Water in Low-Mass Star-Forming Regions with Herschel: The Link Between Water Gas and Ice in Protostellar Envelopes

TL;DR

This study investigates water chemistry in low-mass protostars, revealing that only a fraction of oxygen is in water ice, influenced by short pre-collapse times and physical conditions, with water vapour profiles serving as key tracers.

Contribution

It introduces a simplified chemical model to analyze water gas and ice in protostellar envelopes, linking water chemistry to physical parameters and providing insights into oxygen budget distribution.

Findings

Water ice accounts for only 10-30% of volatile oxygen.

Short pre-collapse times (<0.1 Myr) explain low water ice abundance.

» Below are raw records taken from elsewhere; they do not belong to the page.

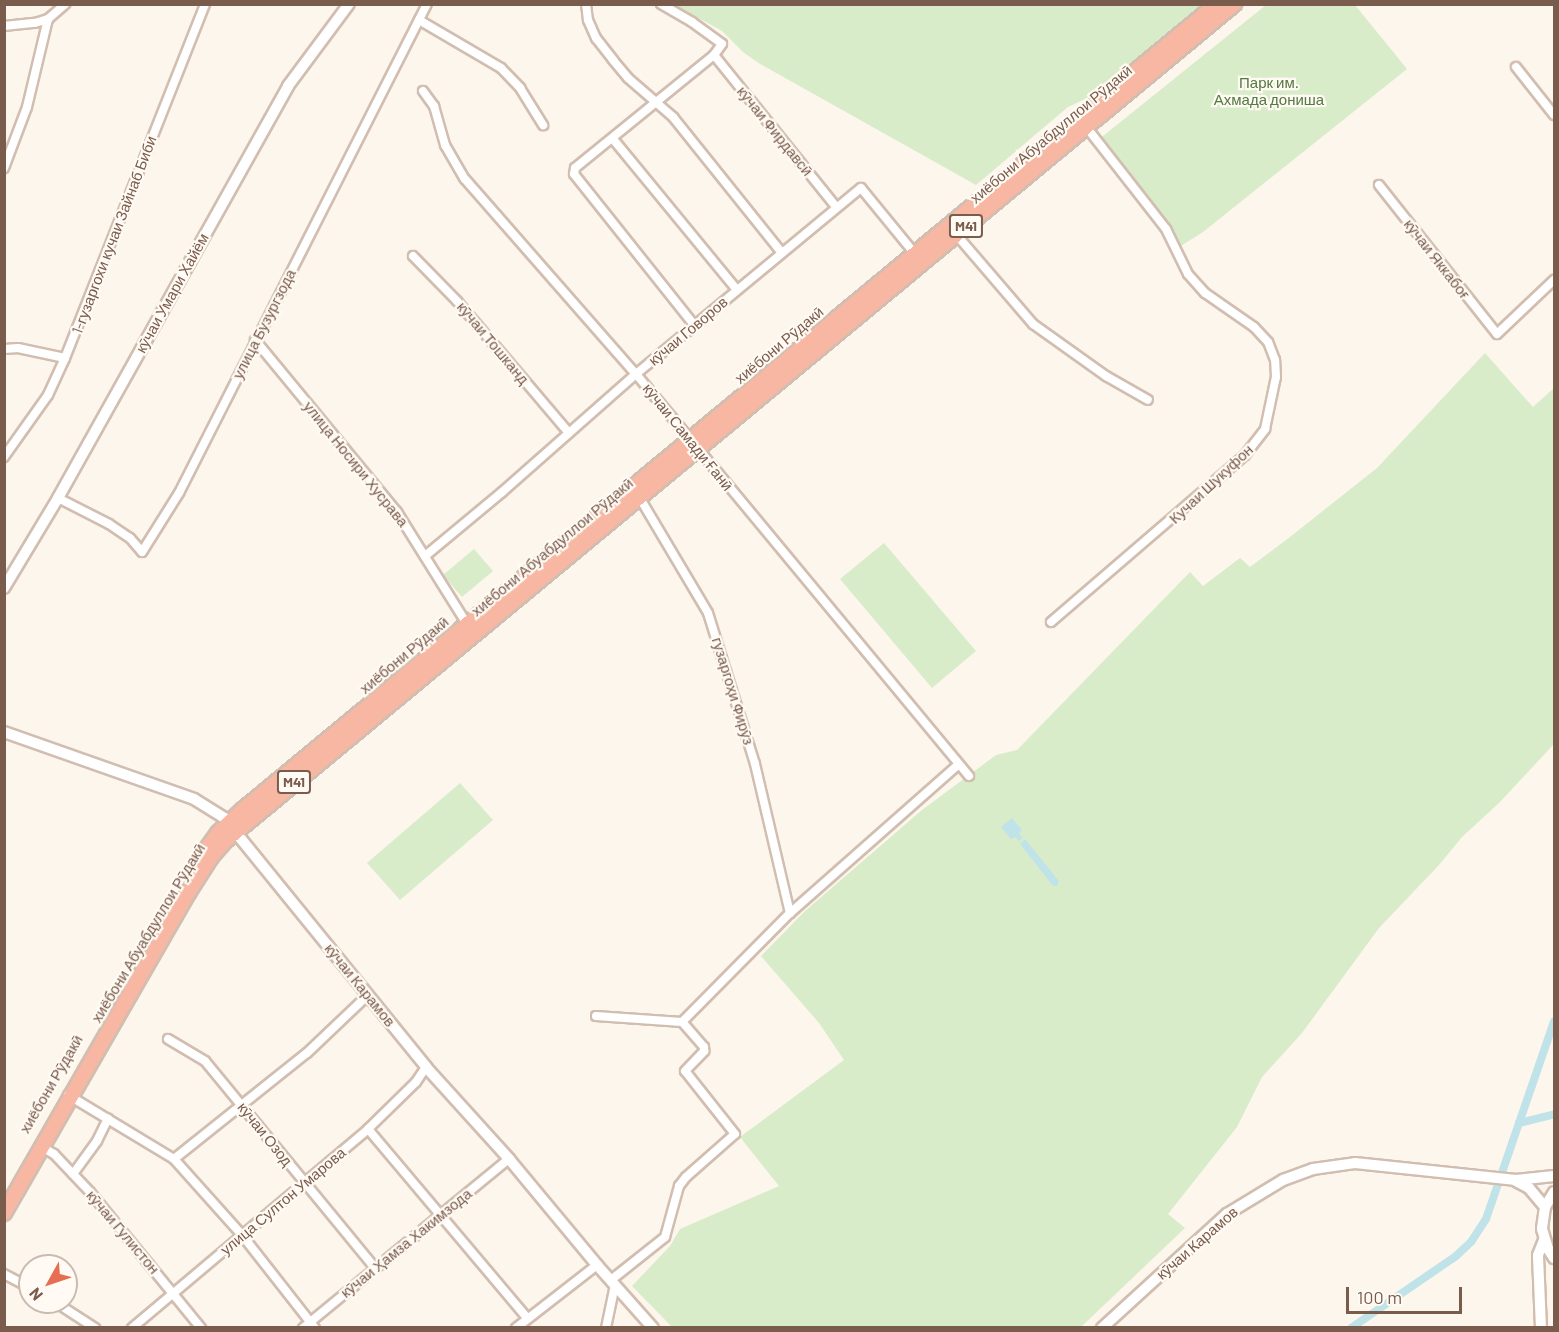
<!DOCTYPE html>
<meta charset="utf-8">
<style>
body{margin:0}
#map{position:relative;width:1559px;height:1332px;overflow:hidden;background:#fdf6ec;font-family:Barlow,sans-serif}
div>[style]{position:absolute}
.green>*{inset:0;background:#d8ecc9}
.water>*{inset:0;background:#bfe3e8}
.canal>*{height:8px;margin:-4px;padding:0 4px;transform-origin:4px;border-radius:4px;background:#bfe3e8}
.roads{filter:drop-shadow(2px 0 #d1beb0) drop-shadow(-2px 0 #d1beb0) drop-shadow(0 2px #d1beb0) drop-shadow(0 -2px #d1beb0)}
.street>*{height:8px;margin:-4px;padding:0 4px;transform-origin:4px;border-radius:4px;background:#fff}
.secondary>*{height:10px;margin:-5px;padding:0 5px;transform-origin:5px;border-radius:5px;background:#fff}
.highway>*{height:14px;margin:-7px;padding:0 7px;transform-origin:7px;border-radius:7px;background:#f7b7a3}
span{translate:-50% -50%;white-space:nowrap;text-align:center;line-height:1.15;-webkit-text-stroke:4.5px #fffaf3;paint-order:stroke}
.shield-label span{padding:2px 4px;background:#fffaf3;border:2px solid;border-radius:4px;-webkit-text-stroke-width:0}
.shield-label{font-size:14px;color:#7a5c4d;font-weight:700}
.park-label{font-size:15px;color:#537a41}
.street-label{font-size:15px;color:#7a5c4d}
.frame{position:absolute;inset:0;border:6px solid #7a5c4d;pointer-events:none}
.north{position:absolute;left:18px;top:1254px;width:60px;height:60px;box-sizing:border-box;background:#fffaf3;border:2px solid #cabbb1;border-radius:50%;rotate:230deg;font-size:16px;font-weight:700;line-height:24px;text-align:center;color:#7a5c4d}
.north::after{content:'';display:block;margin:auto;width:21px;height:27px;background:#e76f51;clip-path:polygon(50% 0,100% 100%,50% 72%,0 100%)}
.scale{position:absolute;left:1346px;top:1287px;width:116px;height:27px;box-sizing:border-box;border:3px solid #7a5c4d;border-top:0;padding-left:8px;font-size:18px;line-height:21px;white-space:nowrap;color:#7a5c4d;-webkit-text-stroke:4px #fffaf3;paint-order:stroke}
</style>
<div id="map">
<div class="green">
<i style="clip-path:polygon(675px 5px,1206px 5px,1094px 95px,1068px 107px,976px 185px,760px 64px,743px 52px,722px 31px)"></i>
<i style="clip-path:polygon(1266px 5px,1355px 5px,1407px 69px,1203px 232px,1176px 249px,1098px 140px)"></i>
<i style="clip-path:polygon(1485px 353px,1533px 407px,1554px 388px,1554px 744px,1499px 803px,1462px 837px,1439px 865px,1379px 928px,1302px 1033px,1262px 1077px,1237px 1127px,1168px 1214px,1185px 1228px,1081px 1327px,672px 1327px,632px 1286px,670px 1246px,680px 1229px,779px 1186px,740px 1137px,844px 1060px,819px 1023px,761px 956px,805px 911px,922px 810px,996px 755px,1017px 750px,1190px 572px,1203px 586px,1240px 558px,1250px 567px,1290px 537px,1377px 468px)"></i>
<i style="clip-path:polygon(884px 543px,976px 651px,932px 688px,840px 579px)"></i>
<i style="clip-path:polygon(474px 549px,493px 571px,462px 597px,443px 575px)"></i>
<i style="clip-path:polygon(460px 783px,493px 820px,400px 900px,367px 863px)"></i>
</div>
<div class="water">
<i style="clip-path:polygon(1012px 818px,1022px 830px,1019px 833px,1023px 838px,1019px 841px,1015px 837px,1011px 839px,1001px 827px)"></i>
<i style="clip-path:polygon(1025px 839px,1059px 881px,1057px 886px,1053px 886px,1020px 844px)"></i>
</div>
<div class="canal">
<i style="left:1519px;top:1123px;width:36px;rotate:-14deg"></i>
<i style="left:1351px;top:1328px;width:127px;rotate:-34.4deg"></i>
<i style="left:1456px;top:1256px;width:21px;rotate:-43deg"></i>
<i style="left:1471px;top:1242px;width:27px;rotate:-57deg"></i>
<i style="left:1486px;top:1219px;width:209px;rotate:-71deg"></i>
</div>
<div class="roads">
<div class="street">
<i style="left:586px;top:4px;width:16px;rotate:83deg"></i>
<i style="left:588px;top:20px;width:20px;rotate:66deg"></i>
<i style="left:596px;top:38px;width:28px;rotate:52deg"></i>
<i style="left:613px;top:60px;width:23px;rotate:50deg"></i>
<i style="left:628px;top:78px;width:60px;rotate:40.9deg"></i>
<i style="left:673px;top:117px;width:174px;rotate:51.3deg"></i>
<i style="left:661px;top:4px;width:36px;rotate:30deg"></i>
<i style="left:692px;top:22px;width:37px;rotate:36deg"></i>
<i style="left:722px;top:44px;width:14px;rotate:126deg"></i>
<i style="left:714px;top:55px;width:179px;rotate:140.9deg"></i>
<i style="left:575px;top:168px;width:6px;rotate:99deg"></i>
<i style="left:574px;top:174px;width:193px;rotate:51.5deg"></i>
<i style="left:419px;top:20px;width:95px;rotate:30.3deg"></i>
<i style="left:501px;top:68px;width:28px;rotate:46deg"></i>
<i style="left:520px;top:88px;width:44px;rotate:58.1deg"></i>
<i style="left:4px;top:26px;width:31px;rotate:-6deg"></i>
<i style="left:35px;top:23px;width:14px;rotate:-17deg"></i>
<i style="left:48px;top:19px;width:23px;rotate:-41deg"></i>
<i style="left:714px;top:55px;width:195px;rotate:51.2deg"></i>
<i style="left:1516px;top:67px;width:61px;rotate:51.6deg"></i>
<i style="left:423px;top:91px;width:19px;rotate:54deg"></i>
<i style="left:434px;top:106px;width:41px;rotate:74.2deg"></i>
<i style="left:445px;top:145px;width:39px;rotate:60deg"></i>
<i style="left:465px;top:179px;width:259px;rotate:48.8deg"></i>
<i style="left:636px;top:374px;width:522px;rotate:50.36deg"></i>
<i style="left:613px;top:139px;width:195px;rotate:50.6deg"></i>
<i style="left:4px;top:168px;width:65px;rotate:-69.3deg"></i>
<i style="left:27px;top:107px;width:90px;rotate:-76.6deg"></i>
<i style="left:1379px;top:185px;width:190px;rotate:51.6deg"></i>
<i style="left:1497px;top:334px;width:79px;rotate:-43.5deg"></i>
<i style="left:954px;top:232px;width:121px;rotate:49.3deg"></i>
<i style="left:1033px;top:324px;width:90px;rotate:35.5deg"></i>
<i style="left:1106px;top:376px;width:48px;rotate:29.7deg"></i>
<i style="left:413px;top:256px;width:63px;rotate:45.6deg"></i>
<i style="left:457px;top:301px;width:173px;rotate:49.7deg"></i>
<i style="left:255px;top:340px;width:223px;rotate:50.5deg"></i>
<i style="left:397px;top:512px;width:132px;rotate:58deg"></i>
<i style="left:4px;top:349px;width:14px;rotate:-4deg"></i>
<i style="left:18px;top:348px;width:48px;rotate:12deg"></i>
<i style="left:4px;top:457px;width:76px;rotate:-54.6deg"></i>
<i style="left:48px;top:395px;width:41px;rotate:-65.3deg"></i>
<i style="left:65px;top:358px;width:381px;rotate:-68.4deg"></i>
<i style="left:638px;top:495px;width:137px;rotate:59.3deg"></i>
<i style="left:708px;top:613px;width:158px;rotate:72.7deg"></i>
<i style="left:755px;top:764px;width:153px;rotate:76.8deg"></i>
<i style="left:58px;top:498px;width:57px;rotate:27deg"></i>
<i style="left:109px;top:524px;width:25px;rotate:34deg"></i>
<i style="left:130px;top:538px;width:18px;rotate:49deg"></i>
<i style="left:142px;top:552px;width:70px;rotate:-57.9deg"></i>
<i style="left:179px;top:493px;width:548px;rotate:-63.11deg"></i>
<i style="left:425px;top:556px;width:100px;rotate:-39.7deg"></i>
<i style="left:502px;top:492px;width:179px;rotate:-41.4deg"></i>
<i style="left:636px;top:374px;width:292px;rotate:-39.6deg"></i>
<i style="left:861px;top:188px;width:85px;rotate:50.7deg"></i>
<i style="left:1051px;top:622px;width:256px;rotate:-40.7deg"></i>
<i style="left:1245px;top:455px;width:33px;rotate:-52deg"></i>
<i style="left:1265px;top:429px;width:53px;rotate:-78.1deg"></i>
<i style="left:1276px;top:377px;width:17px;rotate:-93deg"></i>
<i style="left:1275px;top:360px;width:19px;rotate:-111deg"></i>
<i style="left:1268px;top:342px;width:21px;rotate:-133deg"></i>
<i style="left:1254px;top:327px;width:60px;rotate:-145.2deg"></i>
<i style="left:1205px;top:293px;width:25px;rotate:-132deg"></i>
<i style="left:1188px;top:274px;width:50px;rotate:-116.1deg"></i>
<i style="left:1166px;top:229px;width:133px;rotate:-128deg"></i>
<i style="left:596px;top:1016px;width:86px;rotate:4deg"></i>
<i style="left:682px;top:1022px;width:153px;rotate:-45.3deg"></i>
<i style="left:790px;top:913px;width:225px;rotate:-41.4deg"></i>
<i style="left:168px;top:1039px;width:43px;rotate:30.7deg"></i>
<i style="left:205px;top:1061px;width:268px;rotate:50.6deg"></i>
<i style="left:68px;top:1095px;width:124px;rotate:31.1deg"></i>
<i style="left:174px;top:1159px;width:102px;rotate:48.2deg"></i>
<i style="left:242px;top:1235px;width:118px;rotate:51.9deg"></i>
<i style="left:368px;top:1129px;width:247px;rotate:49.9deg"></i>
<i style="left:40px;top:1146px;width:16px;rotate:30deg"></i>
<i style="left:54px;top:1154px;width:52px;rotate:46.5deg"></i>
<i style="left:90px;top:1192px;width:176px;rotate:50.8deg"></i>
<i style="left:174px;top:1159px;width:170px;rotate:-38.6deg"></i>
<i style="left:307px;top:1053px;width:84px;rotate:-43.6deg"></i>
<i style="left:73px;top:1174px;width:41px;rotate:-54deg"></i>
<i style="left:97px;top:1141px;width:25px;rotate:-64deg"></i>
<i style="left:4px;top:1274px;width:30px;rotate:28deg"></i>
<i style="left:611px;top:1280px;width:69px;rotate:-38.5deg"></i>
<i style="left:665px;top:1237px;width:53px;rotate:-74.6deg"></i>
<i style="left:679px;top:1186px;width:11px;rotate:-52deg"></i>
<i style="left:686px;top:1177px;width:65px;rotate:-41.3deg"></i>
<i style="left:735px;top:1134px;width:80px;rotate:-128.4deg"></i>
<i style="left:685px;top:1071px;width:28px;rotate:-46deg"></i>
<i style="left:704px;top:1051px;width:4px;rotate:-90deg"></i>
<i style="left:704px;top:1047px;width:33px;rotate:-131deg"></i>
<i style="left:55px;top:1302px;width:48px;rotate:33deg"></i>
<i style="left:132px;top:1328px;width:309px;rotate:-40.1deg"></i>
<i style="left:368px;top:1129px;width:67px;rotate:-44.4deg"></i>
<i style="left:416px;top:1082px;width:18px;rotate:-56deg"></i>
<i style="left:303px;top:1328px;width:266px;rotate:-39.4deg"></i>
<i style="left:516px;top:1328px;width:103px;rotate:-37.9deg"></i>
<i style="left:606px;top:1328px;width:44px;rotate:-78.2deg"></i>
</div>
<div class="secondary">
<i style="left:4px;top:588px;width:105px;rotate:-59deg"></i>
<i style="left:58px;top:498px;width:472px;rotate:-60.8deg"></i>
<i style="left:288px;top:86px;width:102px;rotate:-53.4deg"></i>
<i style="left:4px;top:732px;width:201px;rotate:19.4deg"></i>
<i style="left:194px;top:799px;width:36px;rotate:32deg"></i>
<i style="left:224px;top:818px;width:321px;rotate:50.9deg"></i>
<i style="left:426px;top:1067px;width:124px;rotate:47.9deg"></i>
<i style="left:509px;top:1159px;width:138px;rotate:50.3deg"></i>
<i style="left:597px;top:1265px;width:84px;rotate:48.4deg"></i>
<i style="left:1516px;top:1181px;width:15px;rotate:28deg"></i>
<i style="left:1529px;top:1188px;width:25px;rotate:50deg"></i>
<i style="left:1554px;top:1192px;width:17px;rotate:121deg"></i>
<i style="left:1545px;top:1207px;width:22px;rotate:98deg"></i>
<i style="left:1542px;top:1229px;width:21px;rotate:73deg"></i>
<i style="left:1548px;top:1249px;width:11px;rotate:56deg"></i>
<i style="left:1102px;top:1328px;width:169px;rotate:-42.4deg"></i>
<i style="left:1227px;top:1214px;width:66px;rotate:-31.3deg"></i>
<i style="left:1283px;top:1180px;width:32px;rotate:-20deg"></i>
<i style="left:1313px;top:1169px;width:42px;rotate:-8.1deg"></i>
<i style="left:1355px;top:1163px;width:162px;rotate:6deg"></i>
<i style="left:1516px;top:1180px;width:38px;rotate:-6deg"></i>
<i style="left:1541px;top:1328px;width:73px;rotate:-92.4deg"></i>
<i style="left:1538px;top:1255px;width:16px;rotate:-68deg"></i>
</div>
<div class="highway">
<i style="left:203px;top:854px;width:26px;rotate:-54deg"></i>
<i style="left:218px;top:833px;width:35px;rotate:-43deg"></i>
<i style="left:244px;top:809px;width:1263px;rotate:-39.6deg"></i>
<i style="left:4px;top:1213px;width:369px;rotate:-60.1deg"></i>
<i style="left:188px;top:893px;width:43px;rotate:-57.4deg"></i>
<i style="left:211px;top:857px;width:23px;rotate:-49deg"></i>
<i style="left:226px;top:840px;width:1310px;rotate:-39.67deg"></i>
</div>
</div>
<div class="shield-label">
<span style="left:966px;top:226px">M41</span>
<span style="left:294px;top:782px">M41</span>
</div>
<div class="park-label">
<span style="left:1269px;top:91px">Парк им.<br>Ахмада дониша</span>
</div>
<div class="street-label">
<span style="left:775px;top:131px;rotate:51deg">кӯчаи Фирдавсӣ</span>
<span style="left:1051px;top:134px;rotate:-40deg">хиёбони Абуабдуллои Рӯдакӣ</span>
<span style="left:114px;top:235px;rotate:-69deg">1-гузаргохи кучаи Зайнаб Биби</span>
<span style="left:1437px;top:259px;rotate:52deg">кӯчаи Яккабоғ</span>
<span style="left:172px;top:293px;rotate:-61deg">кӯчаи Умари Хайём</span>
<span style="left:264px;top:324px;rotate:-63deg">улица Бузургзода</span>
<span style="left:688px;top:331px;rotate:-40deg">кӯчаи Говоров</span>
<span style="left:493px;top:343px;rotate:50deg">кӯчаи Тошканд</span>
<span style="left:779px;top:345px;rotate:-40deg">хиёбони Рӯдакӣ</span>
<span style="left:688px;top:437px;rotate:51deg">кӯчаи Самади Ғанӣ</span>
<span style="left:356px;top:464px;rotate:51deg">улица Носири Хусрава</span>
<span style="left:1211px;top:484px;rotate:-43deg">Кучаи Шукуфон</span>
<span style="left:552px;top:547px;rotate:-40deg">хиёбони Абуабдуллои Рӯдакӣ</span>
<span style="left:404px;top:655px;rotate:-40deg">хиёбони Рӯдакӣ</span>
<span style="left:733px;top:691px;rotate:73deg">гузаргоҳи Фирӯз</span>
<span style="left:148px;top:933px;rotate:-59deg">хиёбони Абуабдуллои Рӯдакӣ</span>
<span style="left:360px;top:985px;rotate:51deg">кӯчаи Карамов</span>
<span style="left:51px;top:1084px;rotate:-60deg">хиёбони Рӯдакӣ</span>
<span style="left:265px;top:1134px;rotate:51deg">кӯчаи Озод</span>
<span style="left:283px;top:1201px;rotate:-40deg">улица Султон Умарова</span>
<span style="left:123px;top:1232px;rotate:50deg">кӯчаи Гулистон</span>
<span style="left:406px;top:1243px;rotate:-39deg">кӯчаи Ҳамза Хакимзода</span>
<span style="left:1197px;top:1243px;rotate:-41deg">кӯчаи Карамов</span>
</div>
<div class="frame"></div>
<div class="north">N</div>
<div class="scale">100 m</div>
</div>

Water vapour profiles trace FUV flux and envelope kinematics.

Abstract

Aims: Our aim is to determine the critical parameters in water chemistry and the contribution of water to the oxygen budget by observing and modelling water gas and ice for a sample of eleven low-mass protostars, for which both forms of water have been observed. Methods: A simplified chemistry network, which is benchmarked against more sophisticated chemical networks, is developed that includes the necessary ingredients to determine the water vapour and ice abundance profiles in the cold, outer envelope in which the temperature increases towards the protostar. Comparing the results from this chemical network to observations of water emission lines and previously published water ice column densities, allows us to probe the influence of various agents (e.g., FUV field, initial abundances, timescales, and kinematics). Results: The observed water ice abundances with respect to hydrogen nuclei in our sample are 30-80ppm, and therefore contain only 10-30% of the volatile oxygen budget of 320ppm. The keys to reproduce this result are a low initial water ice abundance after the pre-collapse phase together with the fact that atomic oxygen cannot freeze-out and form water ice in regions with T(dust)>15 K. This requires short prestellar core lifetimes of less than about 0.1Myr. The water vapour profile is shaped through the interplay of FUV photodesorption, photodissociation, and freeze-out. The water vapour line profiles are an invaluable tracer for the FUV photon flux and envelope kinematics. Conclusions: The finding that only a fraction of the oxygen budget is locked in water ice can be explained either by a short pre-collapse time of less than 0.1 Myr at densities of n(H)~1e4 cm-3, or by some other process that resets the initial water ice abundance for the post-collapse phase. A key for the understanding of the water ice abundance is the binding energy of atomic oxygen on ice.